Die Regierung in Russland ist sich durchaus darüber im Klaren, dass sie im Ukraine-Krieg strategisch auf eine Niederlage zusteuern. Deswegen versucht sie mit der geänderten Atomdoktrin, nochmal mit dem Einsatz von Atomwaffen zu drohen - in der Hoffnung, damit diese Niederlage abzuwenden.

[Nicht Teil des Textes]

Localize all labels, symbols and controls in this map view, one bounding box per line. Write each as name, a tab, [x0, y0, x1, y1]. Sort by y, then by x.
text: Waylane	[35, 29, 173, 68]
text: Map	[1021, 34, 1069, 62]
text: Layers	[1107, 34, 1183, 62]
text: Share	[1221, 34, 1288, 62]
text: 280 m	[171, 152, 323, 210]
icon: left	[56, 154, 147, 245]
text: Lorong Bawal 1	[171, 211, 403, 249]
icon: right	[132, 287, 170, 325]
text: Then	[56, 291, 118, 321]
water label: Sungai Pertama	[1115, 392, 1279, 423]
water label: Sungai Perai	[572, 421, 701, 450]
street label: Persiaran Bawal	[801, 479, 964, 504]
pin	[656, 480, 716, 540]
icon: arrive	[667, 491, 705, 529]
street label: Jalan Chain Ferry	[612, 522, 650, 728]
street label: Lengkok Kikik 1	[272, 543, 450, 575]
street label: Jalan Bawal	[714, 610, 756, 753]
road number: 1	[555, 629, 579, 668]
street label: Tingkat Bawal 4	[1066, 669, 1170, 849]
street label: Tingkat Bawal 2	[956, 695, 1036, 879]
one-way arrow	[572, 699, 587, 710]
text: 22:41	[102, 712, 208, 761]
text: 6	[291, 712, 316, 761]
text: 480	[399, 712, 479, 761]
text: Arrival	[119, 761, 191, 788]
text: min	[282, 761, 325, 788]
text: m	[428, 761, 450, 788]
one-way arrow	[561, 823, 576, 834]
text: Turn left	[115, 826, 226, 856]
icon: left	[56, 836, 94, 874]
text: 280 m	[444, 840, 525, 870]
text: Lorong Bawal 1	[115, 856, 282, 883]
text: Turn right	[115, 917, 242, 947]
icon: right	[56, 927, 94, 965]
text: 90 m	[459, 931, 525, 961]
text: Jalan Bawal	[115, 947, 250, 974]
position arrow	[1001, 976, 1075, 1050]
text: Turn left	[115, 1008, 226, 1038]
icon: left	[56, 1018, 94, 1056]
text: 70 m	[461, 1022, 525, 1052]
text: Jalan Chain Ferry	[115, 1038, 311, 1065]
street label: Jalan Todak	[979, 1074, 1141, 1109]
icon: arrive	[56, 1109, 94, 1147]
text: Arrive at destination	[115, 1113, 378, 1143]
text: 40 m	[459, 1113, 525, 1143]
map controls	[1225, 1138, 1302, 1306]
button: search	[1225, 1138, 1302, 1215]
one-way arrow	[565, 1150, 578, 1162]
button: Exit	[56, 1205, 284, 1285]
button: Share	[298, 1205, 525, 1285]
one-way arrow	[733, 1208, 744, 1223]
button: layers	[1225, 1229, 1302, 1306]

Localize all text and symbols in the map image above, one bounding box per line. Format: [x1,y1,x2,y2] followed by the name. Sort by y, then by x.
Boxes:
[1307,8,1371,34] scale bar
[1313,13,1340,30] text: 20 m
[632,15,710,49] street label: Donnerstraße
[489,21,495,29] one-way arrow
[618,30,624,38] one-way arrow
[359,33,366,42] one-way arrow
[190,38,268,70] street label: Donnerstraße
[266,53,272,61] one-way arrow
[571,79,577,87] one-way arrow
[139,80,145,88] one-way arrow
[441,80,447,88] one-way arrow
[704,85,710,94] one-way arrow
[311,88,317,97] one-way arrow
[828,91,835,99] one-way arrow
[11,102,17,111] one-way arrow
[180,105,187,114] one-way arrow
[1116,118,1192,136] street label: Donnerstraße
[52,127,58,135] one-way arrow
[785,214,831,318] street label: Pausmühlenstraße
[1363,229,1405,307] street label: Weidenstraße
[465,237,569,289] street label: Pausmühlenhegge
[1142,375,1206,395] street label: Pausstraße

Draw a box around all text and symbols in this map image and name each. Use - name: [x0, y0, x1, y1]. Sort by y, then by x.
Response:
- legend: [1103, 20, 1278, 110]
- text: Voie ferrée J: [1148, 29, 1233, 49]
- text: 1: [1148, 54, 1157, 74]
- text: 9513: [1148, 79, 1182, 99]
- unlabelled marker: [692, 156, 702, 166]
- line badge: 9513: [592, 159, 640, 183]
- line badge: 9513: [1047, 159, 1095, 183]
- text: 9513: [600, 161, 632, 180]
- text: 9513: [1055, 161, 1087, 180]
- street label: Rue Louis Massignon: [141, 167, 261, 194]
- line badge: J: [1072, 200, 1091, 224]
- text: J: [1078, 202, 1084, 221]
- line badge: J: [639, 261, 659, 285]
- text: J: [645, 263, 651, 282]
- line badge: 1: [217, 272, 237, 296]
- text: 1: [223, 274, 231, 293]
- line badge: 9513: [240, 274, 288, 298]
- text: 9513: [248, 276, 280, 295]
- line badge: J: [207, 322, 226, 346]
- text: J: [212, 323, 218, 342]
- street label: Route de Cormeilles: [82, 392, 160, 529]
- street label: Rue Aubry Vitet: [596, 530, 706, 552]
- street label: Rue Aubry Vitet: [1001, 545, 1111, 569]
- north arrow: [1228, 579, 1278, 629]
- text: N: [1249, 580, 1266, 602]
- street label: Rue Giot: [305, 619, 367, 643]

Nachdem Russland seit ca. einem Jahr täglich die Gesundheit und das Leben von über 1000 seiner Soldaten opfert, ist diese Zahl seit Ende Sommer wohl auf 1500 angewachsen, um den Frontdurchbruch bei Ocheretyne auszunutzen. Seit klar ist, dass mit dem Sieg von Donald Trump das Damoklesschwert eines erzwungenen Waffenstillstand über dem Krieg schwebt, hat Russland wohl die Schlagzahl noch einmal erhöht: Es sollen jetzt 2000 Soldaten jeden Tag sein, den die Russische Föderation dem Krieg opfert.
Schaut man auf die Landkarte der Ukraine, dann wird klar dass diese >300.000 Mann Verlust in einem Jahr nicht einmal die Fläche erobern konnten, aus denen die Ukrainer nach dem ersten halben Jahr die Russen wieder herausgeworfen hatten.
Fakt ist, dass Russland nur eine sehr begrenzte Zeit mit der jetzigen Methode weitermachen kann. Der Kreml hat sich schon im Frühjahr zusätzlich dafür entschieden, das zu zerstören, was nicht erobert werden kann - der Westen hat darauf bis heute darauf keine angemessene Antwort gefunden.
Dass die Freigabe erst jetzt kam wird Vordergründig mit der Anwesenheit koreanischer Soldaten bei den Russen begründet. Im Hintergrund waren aber vermutlich die Schläge der Ukrainer mit eigenen Drohnen und Raketen auf Munitionslager bei Schebekino förderlicher für die Freigabe: Die Ukrainer hatten gezeigt, dass sie nicht auf die amerikanischen Waffen angewiesen sind, und die explodierte Munition hat den Russen wohl für den Zeitraum von Monaten die Hälfte ihrer Artilleriegranaten und Gleitbomben an der nördlichen und nordöstlichen Front genommen.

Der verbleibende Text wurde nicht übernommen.